◆ The problem
Copy out exactly the lines below that run from the one holding "const path = new Path2D();" to the one holding "function strokePath(path, color, width, dash)", keeping both of those lines and no others.
BEGIN The records
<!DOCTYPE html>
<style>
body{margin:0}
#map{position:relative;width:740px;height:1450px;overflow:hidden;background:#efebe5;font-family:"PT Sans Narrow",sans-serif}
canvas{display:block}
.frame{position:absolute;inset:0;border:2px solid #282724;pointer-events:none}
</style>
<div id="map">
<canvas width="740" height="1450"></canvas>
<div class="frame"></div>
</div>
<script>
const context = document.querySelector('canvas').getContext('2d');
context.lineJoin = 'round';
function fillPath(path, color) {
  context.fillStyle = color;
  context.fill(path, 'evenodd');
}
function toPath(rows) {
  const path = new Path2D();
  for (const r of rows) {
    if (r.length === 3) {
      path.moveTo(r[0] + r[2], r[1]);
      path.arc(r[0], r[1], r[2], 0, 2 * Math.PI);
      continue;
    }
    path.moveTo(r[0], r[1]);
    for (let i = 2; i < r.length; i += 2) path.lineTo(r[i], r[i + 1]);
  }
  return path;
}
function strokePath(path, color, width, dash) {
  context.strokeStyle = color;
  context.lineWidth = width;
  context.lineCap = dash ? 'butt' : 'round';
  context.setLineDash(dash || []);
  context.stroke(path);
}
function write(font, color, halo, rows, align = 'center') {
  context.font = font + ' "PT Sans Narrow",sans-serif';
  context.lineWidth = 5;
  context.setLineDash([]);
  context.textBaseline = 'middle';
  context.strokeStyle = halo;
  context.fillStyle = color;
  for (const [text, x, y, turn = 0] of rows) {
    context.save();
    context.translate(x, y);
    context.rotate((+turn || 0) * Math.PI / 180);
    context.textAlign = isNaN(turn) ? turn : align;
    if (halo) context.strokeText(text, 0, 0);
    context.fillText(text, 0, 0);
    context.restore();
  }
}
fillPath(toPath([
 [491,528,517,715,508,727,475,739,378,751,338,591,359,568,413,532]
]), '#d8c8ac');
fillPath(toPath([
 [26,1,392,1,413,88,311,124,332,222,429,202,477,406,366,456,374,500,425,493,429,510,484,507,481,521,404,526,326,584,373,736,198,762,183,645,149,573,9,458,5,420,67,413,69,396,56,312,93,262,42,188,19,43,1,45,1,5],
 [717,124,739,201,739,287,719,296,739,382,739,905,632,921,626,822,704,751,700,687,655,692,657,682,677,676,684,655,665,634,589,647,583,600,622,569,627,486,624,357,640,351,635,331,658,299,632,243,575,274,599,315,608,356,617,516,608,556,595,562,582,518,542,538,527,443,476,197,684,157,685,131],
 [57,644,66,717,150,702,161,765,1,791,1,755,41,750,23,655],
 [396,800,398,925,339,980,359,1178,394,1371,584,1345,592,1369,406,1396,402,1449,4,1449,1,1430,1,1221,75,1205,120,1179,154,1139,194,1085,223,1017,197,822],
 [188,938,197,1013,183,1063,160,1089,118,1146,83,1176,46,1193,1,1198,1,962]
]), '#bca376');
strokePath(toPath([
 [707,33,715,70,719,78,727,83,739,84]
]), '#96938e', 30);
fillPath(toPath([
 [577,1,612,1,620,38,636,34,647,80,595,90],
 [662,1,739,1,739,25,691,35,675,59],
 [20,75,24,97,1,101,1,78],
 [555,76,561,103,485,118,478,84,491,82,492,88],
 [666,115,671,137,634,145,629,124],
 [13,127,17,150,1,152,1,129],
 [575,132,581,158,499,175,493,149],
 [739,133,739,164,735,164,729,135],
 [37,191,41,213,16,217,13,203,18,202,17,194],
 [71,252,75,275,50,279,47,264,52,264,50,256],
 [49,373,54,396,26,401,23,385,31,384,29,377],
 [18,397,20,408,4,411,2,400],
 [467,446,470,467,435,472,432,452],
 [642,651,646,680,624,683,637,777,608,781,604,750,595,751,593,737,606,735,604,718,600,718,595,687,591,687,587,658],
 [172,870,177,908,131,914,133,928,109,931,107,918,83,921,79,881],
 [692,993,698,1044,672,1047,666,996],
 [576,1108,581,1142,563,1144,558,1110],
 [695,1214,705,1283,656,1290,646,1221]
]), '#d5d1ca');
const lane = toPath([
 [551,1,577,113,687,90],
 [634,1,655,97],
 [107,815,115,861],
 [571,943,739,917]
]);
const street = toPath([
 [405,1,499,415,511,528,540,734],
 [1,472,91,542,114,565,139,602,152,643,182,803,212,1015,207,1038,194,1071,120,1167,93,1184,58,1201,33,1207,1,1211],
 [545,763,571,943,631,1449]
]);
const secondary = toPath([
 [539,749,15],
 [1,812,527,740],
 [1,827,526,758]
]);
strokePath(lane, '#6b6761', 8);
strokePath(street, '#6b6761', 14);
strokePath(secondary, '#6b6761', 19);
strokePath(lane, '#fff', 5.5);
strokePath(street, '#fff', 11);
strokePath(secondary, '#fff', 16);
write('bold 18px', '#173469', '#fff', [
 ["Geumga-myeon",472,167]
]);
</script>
END The records
◆ Task result
  const path = new Path2D();
  for (const r of rows) {
    if (r.length === 3) {
      path.moveTo(r[0] + r[2], r[1]);
      path.arc(r[0], r[1], r[2], 0, 2 * Math.PI);
      continue;
    }
    path.moveTo(r[0], r[1]);
    for (let i = 2; i < r.length; i += 2) path.lineTo(r[i], r[i + 1]);
  }
  return path;
}
function strokePath(path, color, width, dash) {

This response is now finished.